4. Por consiguiente, es claro que precisamente de la Eucaristía la pastoral de
la salud debe obtener la fuerza espiritual que necesita para socorrer
eficazmente al hombre y ayudarlo a comprender el valor salvífico de su
sufrimiento. Como escribió el Siervo de Dios Juan Pablo II en la Carta
apostólica Salvifici doloris, la Iglesia ve en los hermanos y en las hermanas
que sufren como un sujeto múltiple de la fuerza sobrenatural de Cristo (cfr n.
27). Unido misteriosamente a Cristo, el hombre que sufre con amor y se abandona
dócilmente a la voluntad divina se convierte en ofrenda viviente por la
salvación del mundo. Mi amado Predecesor afirmaba también que «cuanto más se
siente amenazado por el pecado, cuanto más pesadas son las estructuras del
pecado que lleva en sí el mundo de hoy, tanto más grande es la elocuencia que
posee en sí el sufrimiento humano. Y tanto más la Iglesia siente la necesidad de
recurrir al valor de los sufrimientos humanos para la salvación del mundo»
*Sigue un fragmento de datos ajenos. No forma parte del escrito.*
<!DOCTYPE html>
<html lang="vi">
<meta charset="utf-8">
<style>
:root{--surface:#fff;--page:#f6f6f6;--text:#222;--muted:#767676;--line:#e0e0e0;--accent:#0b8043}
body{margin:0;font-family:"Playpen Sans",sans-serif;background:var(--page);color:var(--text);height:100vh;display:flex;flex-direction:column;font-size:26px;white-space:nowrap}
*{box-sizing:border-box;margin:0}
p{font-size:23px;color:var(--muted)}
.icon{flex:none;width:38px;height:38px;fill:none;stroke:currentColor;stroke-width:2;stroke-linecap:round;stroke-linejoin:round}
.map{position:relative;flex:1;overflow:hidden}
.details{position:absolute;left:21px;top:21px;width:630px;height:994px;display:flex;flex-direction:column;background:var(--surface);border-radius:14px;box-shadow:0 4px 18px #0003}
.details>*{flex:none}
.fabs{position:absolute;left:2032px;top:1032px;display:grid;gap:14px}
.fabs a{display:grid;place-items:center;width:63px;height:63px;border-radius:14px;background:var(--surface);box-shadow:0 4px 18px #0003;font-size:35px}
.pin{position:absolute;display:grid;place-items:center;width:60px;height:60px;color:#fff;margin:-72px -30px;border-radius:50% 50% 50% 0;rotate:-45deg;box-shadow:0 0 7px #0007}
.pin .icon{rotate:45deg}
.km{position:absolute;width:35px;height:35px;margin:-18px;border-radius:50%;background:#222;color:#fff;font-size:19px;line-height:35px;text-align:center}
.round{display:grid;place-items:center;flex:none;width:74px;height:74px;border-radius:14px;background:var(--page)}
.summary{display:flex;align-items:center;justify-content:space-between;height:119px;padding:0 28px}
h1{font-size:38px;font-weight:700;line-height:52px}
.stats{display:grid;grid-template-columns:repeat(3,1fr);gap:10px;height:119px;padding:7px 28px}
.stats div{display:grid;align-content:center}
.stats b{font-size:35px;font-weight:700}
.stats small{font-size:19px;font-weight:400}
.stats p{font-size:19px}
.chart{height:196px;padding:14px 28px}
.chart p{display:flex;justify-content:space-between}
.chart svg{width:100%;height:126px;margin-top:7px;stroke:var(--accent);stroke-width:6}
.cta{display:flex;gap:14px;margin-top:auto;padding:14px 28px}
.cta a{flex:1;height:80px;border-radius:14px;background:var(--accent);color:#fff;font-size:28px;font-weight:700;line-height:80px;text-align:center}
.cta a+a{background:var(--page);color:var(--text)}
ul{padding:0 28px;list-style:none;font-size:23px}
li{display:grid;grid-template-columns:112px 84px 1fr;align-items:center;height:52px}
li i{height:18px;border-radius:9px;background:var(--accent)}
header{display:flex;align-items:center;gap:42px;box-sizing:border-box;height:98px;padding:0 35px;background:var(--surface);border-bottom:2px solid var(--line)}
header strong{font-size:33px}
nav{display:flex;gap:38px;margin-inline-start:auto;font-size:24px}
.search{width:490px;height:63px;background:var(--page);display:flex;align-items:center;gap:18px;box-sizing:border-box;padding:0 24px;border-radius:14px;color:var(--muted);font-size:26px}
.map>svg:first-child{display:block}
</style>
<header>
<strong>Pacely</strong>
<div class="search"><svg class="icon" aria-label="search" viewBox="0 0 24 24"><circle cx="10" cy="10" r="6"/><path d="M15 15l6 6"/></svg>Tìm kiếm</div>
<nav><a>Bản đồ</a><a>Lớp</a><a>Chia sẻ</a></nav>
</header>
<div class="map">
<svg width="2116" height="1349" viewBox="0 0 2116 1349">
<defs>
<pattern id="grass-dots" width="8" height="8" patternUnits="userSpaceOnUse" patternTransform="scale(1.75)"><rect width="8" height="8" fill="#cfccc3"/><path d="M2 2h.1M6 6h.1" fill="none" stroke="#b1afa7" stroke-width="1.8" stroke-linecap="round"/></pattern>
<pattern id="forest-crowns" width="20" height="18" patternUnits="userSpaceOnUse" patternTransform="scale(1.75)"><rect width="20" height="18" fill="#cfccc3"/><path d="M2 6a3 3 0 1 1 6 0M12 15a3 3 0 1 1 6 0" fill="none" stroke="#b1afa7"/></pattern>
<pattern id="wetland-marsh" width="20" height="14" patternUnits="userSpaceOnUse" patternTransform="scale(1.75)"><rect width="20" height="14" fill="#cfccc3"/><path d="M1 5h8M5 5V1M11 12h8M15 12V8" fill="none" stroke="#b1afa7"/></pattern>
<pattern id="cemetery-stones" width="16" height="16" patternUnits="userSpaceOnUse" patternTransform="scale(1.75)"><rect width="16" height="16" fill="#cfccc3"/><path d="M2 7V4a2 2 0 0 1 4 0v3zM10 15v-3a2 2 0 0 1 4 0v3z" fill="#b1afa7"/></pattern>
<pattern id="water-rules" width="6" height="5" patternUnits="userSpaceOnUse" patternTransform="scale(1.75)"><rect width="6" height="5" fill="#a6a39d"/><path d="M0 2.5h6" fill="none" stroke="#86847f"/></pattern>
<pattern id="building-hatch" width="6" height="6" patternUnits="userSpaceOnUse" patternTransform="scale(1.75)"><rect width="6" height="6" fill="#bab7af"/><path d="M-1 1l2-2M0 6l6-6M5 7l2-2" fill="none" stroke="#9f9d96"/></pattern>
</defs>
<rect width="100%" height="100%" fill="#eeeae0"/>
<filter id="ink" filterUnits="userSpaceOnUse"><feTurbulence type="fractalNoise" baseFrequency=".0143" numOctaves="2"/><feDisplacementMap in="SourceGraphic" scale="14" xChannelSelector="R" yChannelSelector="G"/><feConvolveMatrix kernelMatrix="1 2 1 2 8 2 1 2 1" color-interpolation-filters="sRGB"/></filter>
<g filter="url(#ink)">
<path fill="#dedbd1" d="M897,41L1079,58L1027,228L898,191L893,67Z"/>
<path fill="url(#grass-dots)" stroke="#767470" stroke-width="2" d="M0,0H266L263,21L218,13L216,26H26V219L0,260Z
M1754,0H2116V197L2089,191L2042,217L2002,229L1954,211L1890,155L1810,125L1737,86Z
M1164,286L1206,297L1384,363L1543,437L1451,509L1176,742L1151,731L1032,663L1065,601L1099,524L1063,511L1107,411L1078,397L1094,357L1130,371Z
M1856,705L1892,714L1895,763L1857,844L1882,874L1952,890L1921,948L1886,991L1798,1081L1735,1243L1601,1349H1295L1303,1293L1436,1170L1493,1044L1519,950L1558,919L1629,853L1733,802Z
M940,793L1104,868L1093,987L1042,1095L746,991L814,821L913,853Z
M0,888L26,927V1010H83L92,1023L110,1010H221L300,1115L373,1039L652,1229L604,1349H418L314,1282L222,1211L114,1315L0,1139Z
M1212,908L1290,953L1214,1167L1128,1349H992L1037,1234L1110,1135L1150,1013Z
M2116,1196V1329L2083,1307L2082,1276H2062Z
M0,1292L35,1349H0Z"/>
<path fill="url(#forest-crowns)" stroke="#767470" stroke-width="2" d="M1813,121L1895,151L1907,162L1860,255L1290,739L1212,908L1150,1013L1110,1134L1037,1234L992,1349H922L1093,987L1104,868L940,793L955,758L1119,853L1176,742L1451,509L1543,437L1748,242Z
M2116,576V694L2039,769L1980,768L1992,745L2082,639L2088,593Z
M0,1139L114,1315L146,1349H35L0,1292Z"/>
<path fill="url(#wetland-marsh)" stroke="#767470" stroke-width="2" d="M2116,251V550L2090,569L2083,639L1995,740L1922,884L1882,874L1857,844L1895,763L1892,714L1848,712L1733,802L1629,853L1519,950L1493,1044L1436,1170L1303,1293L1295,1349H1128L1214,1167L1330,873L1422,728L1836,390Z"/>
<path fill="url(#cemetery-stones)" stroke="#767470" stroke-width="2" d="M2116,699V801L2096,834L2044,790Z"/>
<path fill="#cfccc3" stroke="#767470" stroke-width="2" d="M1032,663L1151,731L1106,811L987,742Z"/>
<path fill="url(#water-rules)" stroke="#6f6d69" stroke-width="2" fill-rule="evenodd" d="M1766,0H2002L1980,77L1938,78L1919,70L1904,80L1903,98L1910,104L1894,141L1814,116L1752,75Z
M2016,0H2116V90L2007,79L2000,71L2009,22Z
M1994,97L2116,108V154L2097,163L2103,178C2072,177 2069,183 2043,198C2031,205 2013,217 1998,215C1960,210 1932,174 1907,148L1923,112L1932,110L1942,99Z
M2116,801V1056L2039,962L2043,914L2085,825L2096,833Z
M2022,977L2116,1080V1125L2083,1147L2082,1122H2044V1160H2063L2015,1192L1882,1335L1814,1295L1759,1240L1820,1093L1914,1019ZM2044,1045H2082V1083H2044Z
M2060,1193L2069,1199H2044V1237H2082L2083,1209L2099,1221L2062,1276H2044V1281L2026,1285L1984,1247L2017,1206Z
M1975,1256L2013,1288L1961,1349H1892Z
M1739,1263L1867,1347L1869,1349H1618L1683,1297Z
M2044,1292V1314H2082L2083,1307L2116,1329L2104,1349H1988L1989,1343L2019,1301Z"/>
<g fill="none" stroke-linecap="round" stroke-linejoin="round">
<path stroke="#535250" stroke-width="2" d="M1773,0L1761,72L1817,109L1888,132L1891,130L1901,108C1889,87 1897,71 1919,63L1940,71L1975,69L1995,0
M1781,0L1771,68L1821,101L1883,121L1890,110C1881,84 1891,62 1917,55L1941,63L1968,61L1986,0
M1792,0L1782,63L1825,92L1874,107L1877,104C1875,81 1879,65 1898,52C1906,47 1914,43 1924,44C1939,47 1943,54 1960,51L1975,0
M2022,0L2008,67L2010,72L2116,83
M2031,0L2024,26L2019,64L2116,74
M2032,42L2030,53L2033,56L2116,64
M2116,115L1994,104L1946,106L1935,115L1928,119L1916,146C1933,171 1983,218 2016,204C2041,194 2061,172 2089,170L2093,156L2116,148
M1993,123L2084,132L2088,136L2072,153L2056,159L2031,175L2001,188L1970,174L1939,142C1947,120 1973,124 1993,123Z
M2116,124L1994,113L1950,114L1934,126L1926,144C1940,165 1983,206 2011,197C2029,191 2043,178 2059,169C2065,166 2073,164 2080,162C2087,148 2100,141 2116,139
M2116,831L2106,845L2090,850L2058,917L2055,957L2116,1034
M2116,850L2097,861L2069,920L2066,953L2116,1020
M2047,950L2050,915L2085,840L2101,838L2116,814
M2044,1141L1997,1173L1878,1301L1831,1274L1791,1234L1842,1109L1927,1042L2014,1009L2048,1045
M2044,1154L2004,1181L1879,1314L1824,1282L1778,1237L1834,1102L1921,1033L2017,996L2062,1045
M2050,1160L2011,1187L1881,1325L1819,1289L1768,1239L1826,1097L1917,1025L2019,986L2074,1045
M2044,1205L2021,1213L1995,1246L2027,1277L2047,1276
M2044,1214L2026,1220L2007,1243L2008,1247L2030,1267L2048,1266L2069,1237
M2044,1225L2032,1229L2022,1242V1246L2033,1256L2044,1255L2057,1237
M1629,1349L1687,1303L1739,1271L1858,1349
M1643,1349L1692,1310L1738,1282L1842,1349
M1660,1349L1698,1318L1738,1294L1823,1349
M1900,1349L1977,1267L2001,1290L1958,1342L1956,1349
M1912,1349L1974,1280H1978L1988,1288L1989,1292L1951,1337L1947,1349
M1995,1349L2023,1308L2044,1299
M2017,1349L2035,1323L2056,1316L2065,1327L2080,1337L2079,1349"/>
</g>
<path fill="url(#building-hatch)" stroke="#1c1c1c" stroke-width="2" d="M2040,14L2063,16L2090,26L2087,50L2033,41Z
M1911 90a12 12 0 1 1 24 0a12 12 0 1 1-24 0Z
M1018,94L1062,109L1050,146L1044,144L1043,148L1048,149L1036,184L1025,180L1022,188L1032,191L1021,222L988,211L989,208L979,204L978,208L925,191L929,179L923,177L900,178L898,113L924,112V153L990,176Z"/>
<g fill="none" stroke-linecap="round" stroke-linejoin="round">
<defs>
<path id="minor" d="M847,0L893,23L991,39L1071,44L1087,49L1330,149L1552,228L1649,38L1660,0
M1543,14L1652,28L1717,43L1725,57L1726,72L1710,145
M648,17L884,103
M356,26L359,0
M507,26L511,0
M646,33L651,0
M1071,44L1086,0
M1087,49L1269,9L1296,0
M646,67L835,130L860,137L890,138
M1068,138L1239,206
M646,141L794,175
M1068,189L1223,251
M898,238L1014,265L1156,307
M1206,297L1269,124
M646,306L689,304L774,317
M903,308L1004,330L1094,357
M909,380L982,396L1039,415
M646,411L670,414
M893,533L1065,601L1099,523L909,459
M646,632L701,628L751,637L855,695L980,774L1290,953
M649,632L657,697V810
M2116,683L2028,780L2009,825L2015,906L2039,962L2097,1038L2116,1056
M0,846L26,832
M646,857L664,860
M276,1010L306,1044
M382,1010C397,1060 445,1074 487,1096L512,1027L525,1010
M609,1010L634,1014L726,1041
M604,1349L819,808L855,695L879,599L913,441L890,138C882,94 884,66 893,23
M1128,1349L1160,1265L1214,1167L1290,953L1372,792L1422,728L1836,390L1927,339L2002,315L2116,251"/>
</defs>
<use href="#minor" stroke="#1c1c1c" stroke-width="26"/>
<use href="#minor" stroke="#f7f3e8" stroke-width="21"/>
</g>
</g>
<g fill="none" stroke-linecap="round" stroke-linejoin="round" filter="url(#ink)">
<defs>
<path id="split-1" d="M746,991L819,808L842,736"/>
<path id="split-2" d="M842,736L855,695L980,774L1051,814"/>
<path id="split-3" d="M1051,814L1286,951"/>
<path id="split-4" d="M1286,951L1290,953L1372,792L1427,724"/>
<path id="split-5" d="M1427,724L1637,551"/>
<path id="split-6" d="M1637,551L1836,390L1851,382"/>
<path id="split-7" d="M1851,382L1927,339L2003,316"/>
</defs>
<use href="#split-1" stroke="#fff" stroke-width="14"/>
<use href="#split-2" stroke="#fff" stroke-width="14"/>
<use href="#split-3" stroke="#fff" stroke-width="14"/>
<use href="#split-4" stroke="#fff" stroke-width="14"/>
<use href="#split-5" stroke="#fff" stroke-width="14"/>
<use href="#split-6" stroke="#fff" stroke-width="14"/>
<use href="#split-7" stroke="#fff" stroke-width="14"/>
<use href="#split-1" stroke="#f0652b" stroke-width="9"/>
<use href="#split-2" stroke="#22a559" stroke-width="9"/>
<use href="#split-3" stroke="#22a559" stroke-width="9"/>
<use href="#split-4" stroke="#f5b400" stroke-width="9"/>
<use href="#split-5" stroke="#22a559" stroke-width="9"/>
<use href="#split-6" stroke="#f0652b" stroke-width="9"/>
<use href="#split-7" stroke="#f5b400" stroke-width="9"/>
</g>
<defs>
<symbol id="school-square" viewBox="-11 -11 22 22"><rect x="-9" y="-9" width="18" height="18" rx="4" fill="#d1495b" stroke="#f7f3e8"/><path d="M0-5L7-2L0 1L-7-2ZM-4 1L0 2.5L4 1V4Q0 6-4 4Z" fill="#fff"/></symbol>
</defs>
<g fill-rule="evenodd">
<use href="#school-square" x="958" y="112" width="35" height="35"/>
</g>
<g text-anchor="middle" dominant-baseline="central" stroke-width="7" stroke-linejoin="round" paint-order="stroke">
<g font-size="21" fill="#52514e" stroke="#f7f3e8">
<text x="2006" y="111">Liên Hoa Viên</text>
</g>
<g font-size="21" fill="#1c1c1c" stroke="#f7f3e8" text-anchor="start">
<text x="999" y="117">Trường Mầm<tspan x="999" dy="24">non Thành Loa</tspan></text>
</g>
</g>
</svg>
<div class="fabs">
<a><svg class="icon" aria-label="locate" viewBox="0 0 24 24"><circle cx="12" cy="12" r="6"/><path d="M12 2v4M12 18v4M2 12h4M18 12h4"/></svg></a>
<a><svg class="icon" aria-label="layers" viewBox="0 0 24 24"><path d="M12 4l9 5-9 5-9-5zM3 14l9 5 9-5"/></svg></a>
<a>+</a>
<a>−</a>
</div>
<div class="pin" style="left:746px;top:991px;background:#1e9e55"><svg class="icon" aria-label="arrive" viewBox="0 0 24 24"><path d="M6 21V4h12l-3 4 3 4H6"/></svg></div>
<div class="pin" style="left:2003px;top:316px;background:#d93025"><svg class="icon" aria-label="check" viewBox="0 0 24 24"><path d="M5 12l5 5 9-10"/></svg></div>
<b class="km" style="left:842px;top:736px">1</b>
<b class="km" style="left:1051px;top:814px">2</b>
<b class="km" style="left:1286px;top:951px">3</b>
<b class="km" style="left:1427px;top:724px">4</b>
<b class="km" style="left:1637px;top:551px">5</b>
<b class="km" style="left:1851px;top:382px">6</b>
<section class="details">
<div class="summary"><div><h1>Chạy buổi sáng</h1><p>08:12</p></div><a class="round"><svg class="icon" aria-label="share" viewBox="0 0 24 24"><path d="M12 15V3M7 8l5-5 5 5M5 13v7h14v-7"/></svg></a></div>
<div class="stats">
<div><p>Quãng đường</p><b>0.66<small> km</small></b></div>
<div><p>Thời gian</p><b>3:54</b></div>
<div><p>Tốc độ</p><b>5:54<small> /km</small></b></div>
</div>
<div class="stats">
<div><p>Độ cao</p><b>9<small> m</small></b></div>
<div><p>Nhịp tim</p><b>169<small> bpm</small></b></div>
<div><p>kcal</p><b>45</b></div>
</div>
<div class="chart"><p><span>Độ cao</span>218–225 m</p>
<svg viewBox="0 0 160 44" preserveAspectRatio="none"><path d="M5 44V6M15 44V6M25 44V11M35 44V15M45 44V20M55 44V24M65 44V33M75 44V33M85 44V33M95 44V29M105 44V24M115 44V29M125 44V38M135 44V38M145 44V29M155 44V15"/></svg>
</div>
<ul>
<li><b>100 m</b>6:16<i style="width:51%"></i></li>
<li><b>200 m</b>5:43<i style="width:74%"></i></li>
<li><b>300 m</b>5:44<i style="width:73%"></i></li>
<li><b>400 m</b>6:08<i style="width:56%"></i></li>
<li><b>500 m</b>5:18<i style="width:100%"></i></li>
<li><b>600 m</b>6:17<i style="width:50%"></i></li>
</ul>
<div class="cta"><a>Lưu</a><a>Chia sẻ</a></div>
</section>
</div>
(ibid.). Por tanto, si en Quebec se contempla el misterio de la Eucaristía don
de Dios para la vida del mundo, en la Jornada Mundial del Enfermo, en un ideal
paralelismo espiritual, no sólo se celebra la efectiva participación del
sufrimiento humano en la obra salvífica de Dios, sino en cierto sentido se
pueden gozar los preciosos frutos prometidos a los que creen. De modo que el
dolor, acogido con fe, se convierte en la puerta para entrar en el misterio del
sufrimiento redentor de Jesús y para llegar con El a la paz y a la felicidad de
su Resurrección.
5. Al mismo tiempo que dirijo mi saludo cordial a todos los enfermos y a los que
de muchos modos se ocupan de ellos, invito a las comunidades diocesanas y
parroquiales a celebrar la próxima Jornada Mundial del Enfermo valorando
plenamente la feliz coincidencia entre el 150º aniversario de las apariciones de
Nuestra Señora en Lourdes y el Congreso Eucarístico Internacional. Sea una
ocasión para subrayar la importancia de la santa Misa, de la Adoración
eucarística y del culto de la Eucaristía, de modo que las Capillas en los
Centros sanitarios se conviertan en el corazón pulsante en el que Jesús se
ofrece incesantemente al Padre por la vida de la humanidad. También la
distribución de la Eucaristía a los enfermos, hecha con decoro y espíritu de
oración, es una verdadera consolación para el que sufre por las aflicciones de
toda enfermedad.
La próxima Jornada Mundial del Enfermo constituya también una circunstancia
propicia para invocar de modo especial la protección materna de María a los que
están probados por la enfermedad, a los agentes sanitarios y a los agentes de la
pastoral sanitaria. Pienso de modo especial en los sacerdotes comprometidos en
este campo, en las religiosas y en los religiosos, en los voluntarios y en todos
los que con eficaz entrega sirven, en el cuerpo y en el alma, a los enfermos y a
los necesitados. Confío todos a María, Madre de Dios y Madre nuestra, Inmaculada
Concepción. Ella ayude para que cada uno atestigüe que la única respuesta válida
al dolor y al sufrimiento humano es Cristo que, resucitando ha vencido la muerte
y nos ha donado la vida que no conoce término. Con estos sentimientos, de
corazón imparto a todos una especial Bendición Apostólica.
Desde el Vaticano, 11 de enero de 2008.